**ASSIGNMENT**. Report how many lines in the records below contain the word "align". Give only the number.

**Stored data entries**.

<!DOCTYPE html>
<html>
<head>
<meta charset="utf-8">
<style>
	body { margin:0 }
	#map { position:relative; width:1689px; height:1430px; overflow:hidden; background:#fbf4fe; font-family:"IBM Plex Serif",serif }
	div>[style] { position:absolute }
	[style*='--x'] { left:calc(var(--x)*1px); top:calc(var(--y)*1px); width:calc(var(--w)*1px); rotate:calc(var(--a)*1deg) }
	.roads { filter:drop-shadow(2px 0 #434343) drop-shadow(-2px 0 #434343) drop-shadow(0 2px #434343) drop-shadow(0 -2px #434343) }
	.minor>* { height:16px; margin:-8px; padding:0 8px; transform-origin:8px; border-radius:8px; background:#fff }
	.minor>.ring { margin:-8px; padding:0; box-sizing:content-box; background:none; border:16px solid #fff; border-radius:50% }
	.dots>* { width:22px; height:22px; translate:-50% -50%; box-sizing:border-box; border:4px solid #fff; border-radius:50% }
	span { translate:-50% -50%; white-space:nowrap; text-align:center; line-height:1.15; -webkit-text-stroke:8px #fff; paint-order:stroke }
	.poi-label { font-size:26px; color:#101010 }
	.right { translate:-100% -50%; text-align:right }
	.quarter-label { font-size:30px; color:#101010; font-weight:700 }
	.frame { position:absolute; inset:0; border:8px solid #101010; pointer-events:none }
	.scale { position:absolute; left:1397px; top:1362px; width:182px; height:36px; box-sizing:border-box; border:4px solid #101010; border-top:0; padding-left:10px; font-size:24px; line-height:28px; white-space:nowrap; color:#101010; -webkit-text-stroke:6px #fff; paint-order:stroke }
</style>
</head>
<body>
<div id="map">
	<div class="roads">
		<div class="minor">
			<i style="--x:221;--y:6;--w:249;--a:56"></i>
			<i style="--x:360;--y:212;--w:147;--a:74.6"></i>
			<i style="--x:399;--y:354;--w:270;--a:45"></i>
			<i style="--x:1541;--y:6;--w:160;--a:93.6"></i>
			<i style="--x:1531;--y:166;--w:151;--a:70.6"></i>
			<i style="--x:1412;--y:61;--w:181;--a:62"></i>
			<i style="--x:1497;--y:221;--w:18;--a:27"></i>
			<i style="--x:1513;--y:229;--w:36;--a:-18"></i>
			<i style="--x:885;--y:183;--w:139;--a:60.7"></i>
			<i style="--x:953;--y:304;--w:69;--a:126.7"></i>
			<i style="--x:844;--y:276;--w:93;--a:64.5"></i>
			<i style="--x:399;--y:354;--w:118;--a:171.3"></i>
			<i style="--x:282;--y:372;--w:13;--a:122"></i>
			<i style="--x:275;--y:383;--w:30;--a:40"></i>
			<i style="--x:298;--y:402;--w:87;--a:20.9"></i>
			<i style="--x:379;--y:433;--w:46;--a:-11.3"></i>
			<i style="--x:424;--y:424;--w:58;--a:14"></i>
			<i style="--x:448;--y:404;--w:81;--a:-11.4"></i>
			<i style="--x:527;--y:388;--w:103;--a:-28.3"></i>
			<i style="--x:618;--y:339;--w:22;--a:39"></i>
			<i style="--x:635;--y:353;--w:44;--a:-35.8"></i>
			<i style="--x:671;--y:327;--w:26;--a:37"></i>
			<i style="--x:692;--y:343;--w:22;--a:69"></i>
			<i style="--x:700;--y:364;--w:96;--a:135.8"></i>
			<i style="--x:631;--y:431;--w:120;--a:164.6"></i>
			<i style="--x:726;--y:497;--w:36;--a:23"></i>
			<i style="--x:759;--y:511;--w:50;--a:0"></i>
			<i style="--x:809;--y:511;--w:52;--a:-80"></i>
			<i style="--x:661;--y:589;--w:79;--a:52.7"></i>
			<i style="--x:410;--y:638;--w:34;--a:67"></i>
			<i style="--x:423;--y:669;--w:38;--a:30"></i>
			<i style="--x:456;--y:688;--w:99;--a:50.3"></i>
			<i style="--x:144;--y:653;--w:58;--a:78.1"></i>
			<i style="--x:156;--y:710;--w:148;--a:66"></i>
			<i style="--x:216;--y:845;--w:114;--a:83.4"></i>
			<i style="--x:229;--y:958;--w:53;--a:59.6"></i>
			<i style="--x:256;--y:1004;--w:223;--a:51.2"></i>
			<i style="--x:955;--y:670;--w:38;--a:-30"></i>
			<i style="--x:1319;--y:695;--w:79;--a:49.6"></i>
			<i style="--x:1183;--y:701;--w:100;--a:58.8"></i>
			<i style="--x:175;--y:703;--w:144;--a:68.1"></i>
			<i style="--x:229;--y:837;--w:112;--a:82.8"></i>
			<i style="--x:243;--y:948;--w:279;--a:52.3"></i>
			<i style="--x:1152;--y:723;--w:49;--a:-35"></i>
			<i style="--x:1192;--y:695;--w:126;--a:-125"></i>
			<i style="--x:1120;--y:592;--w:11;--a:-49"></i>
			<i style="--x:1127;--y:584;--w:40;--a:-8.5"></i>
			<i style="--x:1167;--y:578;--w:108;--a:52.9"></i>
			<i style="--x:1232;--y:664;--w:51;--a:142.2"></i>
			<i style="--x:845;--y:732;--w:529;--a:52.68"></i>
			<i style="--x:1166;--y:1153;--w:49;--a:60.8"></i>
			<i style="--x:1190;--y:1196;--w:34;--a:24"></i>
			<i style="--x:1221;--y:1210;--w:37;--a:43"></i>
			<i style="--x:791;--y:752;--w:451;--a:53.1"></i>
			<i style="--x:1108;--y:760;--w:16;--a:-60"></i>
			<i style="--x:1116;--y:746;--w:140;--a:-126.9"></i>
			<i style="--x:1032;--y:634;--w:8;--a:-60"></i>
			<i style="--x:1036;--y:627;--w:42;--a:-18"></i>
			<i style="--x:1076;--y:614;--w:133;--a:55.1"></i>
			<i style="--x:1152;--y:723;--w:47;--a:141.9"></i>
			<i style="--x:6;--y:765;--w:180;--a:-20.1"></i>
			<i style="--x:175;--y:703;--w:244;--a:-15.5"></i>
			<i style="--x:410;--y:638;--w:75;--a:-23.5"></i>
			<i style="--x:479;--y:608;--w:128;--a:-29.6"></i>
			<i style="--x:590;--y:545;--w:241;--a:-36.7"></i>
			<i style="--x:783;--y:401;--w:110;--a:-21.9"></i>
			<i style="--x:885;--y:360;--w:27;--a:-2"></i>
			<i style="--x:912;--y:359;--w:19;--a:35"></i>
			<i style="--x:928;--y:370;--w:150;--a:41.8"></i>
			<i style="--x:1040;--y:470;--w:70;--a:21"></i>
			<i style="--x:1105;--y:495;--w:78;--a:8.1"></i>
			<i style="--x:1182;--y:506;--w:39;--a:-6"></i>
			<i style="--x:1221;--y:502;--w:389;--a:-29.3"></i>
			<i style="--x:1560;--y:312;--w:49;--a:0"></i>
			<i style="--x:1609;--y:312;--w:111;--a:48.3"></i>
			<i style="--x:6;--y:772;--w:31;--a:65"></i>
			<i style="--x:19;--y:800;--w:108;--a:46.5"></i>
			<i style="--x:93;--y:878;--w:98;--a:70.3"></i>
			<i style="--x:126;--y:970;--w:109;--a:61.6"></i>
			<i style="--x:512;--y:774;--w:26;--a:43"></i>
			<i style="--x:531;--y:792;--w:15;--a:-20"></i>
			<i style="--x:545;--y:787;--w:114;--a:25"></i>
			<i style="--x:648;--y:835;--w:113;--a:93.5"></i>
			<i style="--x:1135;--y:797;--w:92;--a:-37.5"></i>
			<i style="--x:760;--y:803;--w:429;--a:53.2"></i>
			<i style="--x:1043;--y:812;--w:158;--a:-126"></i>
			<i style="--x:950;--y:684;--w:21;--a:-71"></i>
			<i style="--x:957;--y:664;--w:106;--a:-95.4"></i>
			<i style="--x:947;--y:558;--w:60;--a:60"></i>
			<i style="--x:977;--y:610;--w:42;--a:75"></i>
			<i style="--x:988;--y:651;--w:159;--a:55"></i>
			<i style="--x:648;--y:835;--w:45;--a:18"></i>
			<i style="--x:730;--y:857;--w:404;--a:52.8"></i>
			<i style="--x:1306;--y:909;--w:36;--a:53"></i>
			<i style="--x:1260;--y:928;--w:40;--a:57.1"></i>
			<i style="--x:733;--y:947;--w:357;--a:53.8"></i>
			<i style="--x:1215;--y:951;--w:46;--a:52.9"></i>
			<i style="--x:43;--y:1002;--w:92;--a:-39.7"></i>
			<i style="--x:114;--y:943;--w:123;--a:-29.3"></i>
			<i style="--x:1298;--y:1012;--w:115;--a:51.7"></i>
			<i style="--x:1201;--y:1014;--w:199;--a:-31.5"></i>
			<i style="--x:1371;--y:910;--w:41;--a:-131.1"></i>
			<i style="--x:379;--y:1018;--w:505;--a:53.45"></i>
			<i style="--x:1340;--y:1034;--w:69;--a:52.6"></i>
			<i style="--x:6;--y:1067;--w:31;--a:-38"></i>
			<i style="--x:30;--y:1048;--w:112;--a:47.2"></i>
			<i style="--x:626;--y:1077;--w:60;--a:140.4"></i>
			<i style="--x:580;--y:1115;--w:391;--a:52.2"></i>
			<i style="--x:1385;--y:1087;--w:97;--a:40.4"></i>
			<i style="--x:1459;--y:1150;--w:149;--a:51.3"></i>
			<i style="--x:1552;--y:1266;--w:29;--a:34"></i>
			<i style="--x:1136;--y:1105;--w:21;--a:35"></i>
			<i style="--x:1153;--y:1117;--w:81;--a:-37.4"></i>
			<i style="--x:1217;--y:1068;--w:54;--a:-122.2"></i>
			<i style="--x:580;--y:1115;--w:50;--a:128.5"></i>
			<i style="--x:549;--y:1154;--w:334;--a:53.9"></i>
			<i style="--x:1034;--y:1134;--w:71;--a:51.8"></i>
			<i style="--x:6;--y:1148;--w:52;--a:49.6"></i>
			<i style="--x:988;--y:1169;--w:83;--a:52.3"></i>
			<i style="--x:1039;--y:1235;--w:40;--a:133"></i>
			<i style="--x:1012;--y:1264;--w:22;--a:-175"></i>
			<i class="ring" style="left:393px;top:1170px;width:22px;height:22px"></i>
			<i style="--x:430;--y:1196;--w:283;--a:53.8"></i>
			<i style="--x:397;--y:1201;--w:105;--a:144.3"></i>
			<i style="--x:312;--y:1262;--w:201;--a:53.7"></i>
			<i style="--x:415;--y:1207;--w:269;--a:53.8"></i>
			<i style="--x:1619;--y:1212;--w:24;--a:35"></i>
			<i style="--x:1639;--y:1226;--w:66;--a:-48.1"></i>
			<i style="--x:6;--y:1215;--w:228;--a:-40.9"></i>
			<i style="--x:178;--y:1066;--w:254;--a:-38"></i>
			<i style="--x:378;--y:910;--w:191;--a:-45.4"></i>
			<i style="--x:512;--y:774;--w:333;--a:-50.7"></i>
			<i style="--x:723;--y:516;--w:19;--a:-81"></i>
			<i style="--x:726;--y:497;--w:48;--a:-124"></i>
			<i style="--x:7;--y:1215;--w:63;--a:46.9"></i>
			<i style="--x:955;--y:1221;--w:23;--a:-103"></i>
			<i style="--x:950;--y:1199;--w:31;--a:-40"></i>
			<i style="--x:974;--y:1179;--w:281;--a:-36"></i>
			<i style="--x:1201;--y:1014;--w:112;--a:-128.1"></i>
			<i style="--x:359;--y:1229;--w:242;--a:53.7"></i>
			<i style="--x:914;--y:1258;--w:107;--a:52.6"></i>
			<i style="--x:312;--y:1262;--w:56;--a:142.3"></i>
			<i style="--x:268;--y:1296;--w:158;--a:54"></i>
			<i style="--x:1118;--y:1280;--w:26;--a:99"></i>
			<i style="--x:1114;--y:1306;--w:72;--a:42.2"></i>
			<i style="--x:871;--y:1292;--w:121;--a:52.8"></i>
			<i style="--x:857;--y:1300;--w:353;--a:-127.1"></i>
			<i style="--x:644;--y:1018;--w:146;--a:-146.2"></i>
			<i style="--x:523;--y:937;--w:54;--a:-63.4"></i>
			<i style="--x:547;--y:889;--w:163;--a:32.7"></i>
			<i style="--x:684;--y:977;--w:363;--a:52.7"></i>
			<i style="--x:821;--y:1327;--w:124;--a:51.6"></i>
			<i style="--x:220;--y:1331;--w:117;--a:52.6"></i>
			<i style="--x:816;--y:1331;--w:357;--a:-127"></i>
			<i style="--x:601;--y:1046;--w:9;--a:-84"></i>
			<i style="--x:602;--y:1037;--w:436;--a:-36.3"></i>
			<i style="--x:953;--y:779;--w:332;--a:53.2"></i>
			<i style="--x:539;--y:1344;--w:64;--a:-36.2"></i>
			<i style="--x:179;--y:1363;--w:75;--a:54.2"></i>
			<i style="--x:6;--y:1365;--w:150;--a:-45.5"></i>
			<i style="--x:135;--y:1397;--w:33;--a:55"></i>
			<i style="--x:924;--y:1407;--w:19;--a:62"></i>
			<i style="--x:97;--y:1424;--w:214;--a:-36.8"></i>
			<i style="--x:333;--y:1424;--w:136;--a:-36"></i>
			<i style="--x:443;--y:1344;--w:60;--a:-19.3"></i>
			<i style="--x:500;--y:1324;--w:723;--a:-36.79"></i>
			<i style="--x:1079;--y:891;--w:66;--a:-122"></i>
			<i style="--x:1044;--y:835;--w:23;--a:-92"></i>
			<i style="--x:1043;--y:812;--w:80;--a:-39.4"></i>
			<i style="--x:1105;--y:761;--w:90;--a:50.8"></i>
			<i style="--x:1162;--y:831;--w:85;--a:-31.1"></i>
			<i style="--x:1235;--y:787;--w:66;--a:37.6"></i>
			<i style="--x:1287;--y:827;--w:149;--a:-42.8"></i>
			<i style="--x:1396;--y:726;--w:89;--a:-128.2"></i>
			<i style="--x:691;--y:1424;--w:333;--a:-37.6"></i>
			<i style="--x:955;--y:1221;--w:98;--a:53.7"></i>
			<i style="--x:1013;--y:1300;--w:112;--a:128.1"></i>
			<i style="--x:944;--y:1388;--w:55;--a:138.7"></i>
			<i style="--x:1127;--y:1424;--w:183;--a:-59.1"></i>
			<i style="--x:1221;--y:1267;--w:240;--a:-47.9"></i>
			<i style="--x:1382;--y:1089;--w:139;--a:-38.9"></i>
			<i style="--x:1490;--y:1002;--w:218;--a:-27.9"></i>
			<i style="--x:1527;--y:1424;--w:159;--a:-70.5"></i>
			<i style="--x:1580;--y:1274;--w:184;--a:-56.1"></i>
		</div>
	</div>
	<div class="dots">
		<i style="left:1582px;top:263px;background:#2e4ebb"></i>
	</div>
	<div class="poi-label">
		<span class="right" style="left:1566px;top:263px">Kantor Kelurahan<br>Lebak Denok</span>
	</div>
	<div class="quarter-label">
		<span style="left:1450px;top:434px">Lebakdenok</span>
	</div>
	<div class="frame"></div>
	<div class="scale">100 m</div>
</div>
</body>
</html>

**TASK SOLUTION**. 2